The building was restored by the women themselves and, as a result, courses for women in restoration continued to be arranged.
The courses, in their turn, led to the foundation of Kvinnofolkhögskolan (a folk high school for women) - the first of its kind in Sweden.
In 1979, a women’s house was opened in Stockholm. Women’s houses functioned as multi-activity centres for the various women’s groups’
activities. In Norrköping a women’s house opened in 1982. Women’s activists in Umeå occupied a house for three months in 1983; as a
result of this action they received a big apartment from the local authority, and a few years later, a women’s house.
Women’s shelters
As a result of the debate on the sexual crime commission (see the section Personal/Political) more attention than before was given to
crimes of rape. Also other expressions of violence against women were brought into focus. Since the early 1970s, there were emergency centres
for raped and abused women in the United States and Great Britain, and many were calling for similar establishments in Sweden.
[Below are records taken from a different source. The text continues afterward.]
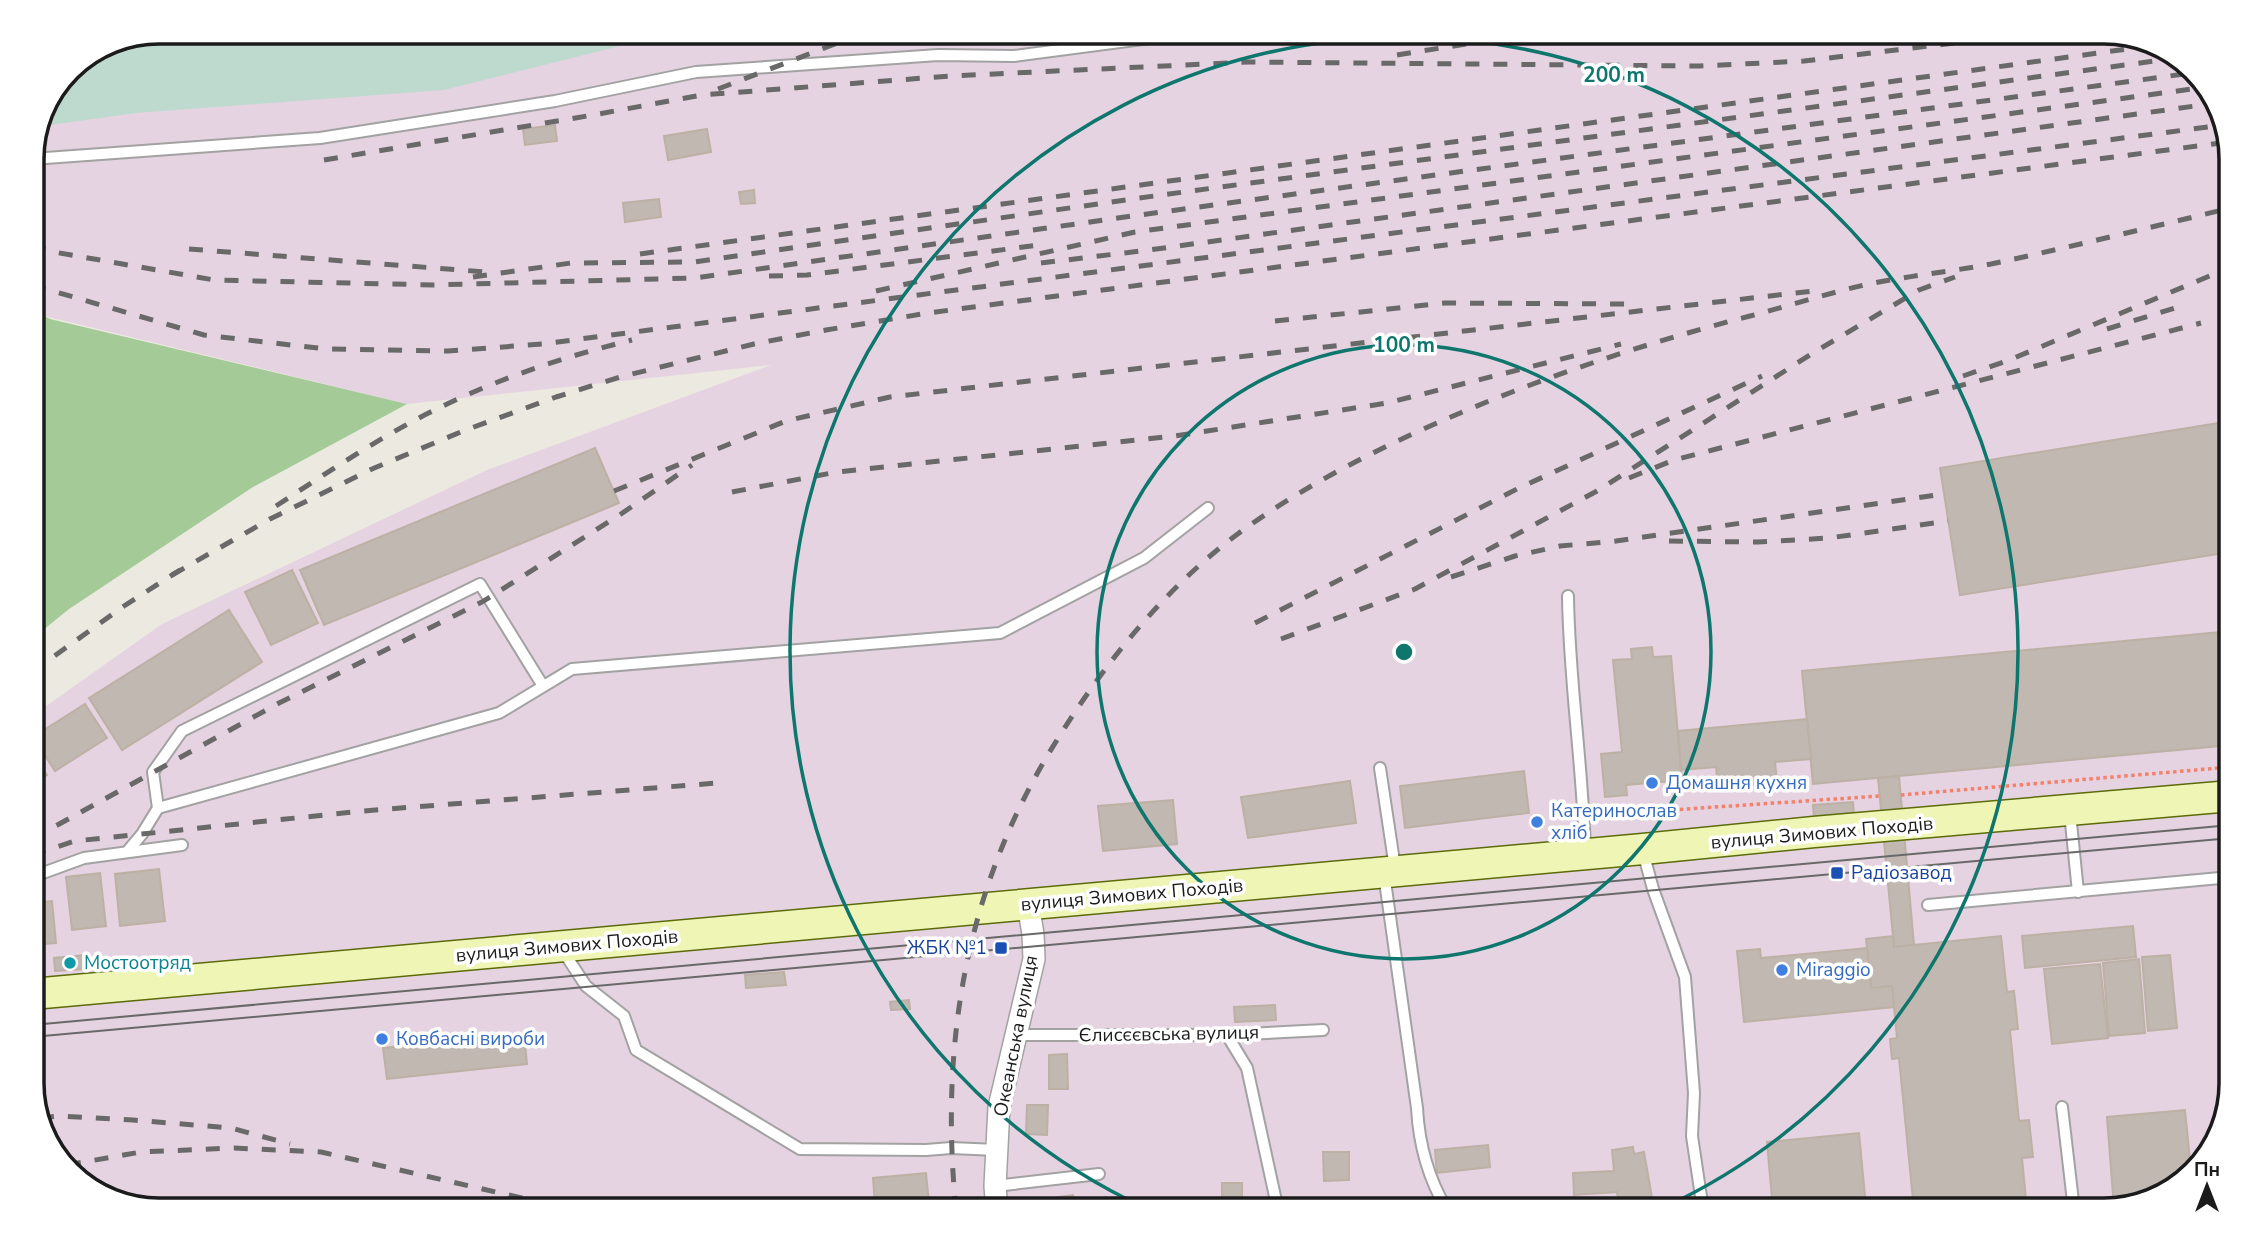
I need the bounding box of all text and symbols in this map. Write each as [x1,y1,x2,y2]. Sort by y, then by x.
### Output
text: 200 m [1583,61,1645,89]
text: 100 m [1373,331,1435,359]
centre of rings [1392,640,1416,664]
place label: Домашня кухня [1666,770,1807,796]
marker: Домашня кухня [1644,775,1660,791]
place label: Катеринослав хліб [1551,798,1677,846]
street label: вулиця Зимових Походів [1710,810,1934,856]
marker: Катеринослав хліб [1529,814,1545,830]
place label: Радіозавод [1851,860,1952,886]
marker: Радіозавод [1829,865,1845,881]
street label: вулиця Зимових Походів [1020,872,1244,918]
street label: вулиця Зимових Походів [455,923,679,969]
place label: ЖБК №1 [907,935,987,961]
marker: ЖБК №1 [993,940,1009,956]
place label: Мостоотряд [84,950,191,976]
street label: Океанська вулиця [988,953,1044,1119]
marker: Мостоотряд [62,955,78,971]
place label: Miraggio [1796,957,1871,983]
marker: Miraggio [1774,962,1790,978]
street label: Єлисєєвська вулиця [1079,1019,1259,1049]
place label: Ковбасні вироби [396,1026,545,1052]
marker: Ковбасні вироби [374,1031,390,1047]
north arrow [2172,1151,2242,1221]
text: Пн [2194,1157,2220,1183]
Gothenburg was the first Swedish city to introduce this kind of centre when the newly opened Kvinnohuset started a telephone hotline in 1978.
Kvinnohusgruppen was formed in Stockholm in1976 on the initiative of lesbian feminists - Group 8, SKV and other organizations joined in afterwards.
A few years later there was a conflict in the group between those who wanted a house for feminist groups and others who argued that the emphasis
should be on emergency duty for abused women. The group broke up at the end of 1978 and some of the women formed the association Alla kvinnors hus,
AKH. AKH was supported by the local authority, which let them use a building and was paying the rent on the condition that AKH would organize a
telephone hotline and provide abused women with overnight apartments. The activity started in 1980 and continues to this day.
Telephone hotline at Kvinnohuset in Gothenburg.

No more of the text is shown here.